April 2nd 2020
This article will be of particular interest to people who are curious about how powerful encryption can be implemented in high performance systems. It is also for people who just want to know a bit more about how strong encryption works and how all the pieces fit together.
Everyone says they want more secure systems, but people don’t like using systems that are slow or hard to use, and making a system more secure can add delays and reduce convenience. It is clearly bad when people avoid using a system that is secure, and instead choose a system that is less safe but faster or easier to use.
Because databases store the data that we most need to protect, they are a major piece of the security puzzle. How can we add strong encryption to a database without unduly compromising speed or usability? Looking at how various companies have done this can help.
Badger, a Fast Database
KVDBs have become popular because they are one of the simplest and fastest kind of databases, and they are easy to learn because they use a data structure that is common in most programming languages.
The challenge for the team was to figure out how to implement encryption without compromise. We knew that this should be possible, because companies were able to (eventually) figure out how to add encryption to http (creating https) without making it noticeably slower for the end user.

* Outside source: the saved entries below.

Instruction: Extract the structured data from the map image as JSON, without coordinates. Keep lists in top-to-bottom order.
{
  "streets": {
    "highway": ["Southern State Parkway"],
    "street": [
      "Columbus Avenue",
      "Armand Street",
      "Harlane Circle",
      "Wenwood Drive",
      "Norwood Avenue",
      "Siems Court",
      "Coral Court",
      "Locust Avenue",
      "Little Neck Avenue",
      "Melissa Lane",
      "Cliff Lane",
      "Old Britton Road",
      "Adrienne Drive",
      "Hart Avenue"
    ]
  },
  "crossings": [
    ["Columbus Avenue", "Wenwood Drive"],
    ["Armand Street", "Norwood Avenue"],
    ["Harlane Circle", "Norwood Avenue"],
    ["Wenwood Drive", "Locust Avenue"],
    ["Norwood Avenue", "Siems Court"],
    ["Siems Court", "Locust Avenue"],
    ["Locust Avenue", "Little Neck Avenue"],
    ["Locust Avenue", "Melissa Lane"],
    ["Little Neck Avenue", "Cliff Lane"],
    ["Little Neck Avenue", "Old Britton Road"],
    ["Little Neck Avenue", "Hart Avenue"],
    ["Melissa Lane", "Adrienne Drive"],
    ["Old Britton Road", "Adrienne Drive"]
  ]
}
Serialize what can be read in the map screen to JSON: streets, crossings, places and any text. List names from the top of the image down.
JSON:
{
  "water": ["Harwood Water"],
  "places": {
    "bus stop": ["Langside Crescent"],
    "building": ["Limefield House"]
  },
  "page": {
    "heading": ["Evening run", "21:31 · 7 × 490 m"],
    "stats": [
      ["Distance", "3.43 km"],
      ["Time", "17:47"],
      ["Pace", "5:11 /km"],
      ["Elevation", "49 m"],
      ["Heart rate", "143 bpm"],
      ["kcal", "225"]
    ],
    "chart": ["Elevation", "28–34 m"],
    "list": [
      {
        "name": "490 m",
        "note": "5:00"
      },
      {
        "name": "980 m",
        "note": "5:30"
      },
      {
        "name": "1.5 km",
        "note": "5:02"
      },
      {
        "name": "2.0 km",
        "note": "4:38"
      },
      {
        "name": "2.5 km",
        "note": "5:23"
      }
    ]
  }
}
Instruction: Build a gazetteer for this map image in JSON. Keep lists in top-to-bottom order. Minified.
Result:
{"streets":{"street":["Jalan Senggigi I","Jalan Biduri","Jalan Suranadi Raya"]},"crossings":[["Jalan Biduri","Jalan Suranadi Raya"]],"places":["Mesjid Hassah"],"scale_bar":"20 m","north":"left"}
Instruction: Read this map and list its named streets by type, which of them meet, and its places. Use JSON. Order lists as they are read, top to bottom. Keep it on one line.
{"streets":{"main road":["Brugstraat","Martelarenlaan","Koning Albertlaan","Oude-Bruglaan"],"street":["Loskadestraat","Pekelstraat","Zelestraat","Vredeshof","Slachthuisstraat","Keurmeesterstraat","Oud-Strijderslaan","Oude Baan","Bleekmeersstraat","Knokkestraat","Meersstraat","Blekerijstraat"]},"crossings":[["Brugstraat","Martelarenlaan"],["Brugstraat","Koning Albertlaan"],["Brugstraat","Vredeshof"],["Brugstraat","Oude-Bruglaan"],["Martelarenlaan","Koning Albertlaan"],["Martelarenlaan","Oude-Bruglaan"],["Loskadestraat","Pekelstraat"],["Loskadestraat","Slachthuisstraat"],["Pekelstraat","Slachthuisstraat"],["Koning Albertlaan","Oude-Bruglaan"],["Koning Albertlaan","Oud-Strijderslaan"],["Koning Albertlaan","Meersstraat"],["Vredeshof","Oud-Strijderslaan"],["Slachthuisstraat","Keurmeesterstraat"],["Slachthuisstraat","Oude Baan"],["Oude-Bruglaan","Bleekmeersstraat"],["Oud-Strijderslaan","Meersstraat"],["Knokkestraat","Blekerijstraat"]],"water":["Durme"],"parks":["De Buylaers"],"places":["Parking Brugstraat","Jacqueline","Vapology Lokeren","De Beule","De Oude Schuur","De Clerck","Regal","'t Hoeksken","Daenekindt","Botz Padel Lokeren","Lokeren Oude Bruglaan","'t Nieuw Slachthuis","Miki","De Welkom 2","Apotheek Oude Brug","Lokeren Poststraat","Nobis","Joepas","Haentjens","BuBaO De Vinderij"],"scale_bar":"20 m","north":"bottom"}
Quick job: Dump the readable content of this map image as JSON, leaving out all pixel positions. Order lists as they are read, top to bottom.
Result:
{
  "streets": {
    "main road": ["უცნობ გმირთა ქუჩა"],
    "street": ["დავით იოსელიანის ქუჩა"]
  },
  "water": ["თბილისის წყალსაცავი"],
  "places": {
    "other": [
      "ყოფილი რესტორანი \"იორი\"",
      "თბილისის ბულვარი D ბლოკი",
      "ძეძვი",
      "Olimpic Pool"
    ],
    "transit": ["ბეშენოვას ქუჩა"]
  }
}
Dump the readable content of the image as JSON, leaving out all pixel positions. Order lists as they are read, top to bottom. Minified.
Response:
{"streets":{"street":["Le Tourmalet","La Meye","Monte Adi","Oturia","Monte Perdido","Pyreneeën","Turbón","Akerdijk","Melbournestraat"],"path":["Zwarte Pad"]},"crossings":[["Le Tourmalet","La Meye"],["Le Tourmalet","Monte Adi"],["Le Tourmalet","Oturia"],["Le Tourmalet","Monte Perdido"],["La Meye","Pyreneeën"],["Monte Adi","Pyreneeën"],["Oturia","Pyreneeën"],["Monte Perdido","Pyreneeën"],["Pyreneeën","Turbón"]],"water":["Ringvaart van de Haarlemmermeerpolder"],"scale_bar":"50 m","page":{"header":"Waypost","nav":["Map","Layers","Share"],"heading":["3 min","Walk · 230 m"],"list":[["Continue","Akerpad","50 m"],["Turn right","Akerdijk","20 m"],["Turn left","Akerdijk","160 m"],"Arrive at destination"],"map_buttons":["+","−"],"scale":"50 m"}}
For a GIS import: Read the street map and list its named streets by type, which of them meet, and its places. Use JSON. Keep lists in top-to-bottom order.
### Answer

As we shall see, Badger’s advanced implementation positively affected how encryption was added to it.
Implementation of Badger
Separating Keys from Values
An advanced feature of Badger’s implementation is splitting up the key-value pairs and storing the values separately from the keys. Keys are typically short strings, so storing them together in one place makes searching for a key significantly faster. Keys typically don’t change as often as values, so more extensive optimization of the key files (including the hash tables used to look up a key) can be done to improve performance even more.
On the other hand, values are typically larger and change more often than keys. For example, a value can be an entire document that is updated as the document is edited. Multiple values are stored in a value log file (vlog). Associated with each key is a pointer to its value, consisting of the vlog file id, the offset of the value in the file, and the size of the value. Note that as an optimization, values smaller than a user specified size (default 32 bytes) are stored with their associated keys rather than in a vlog file.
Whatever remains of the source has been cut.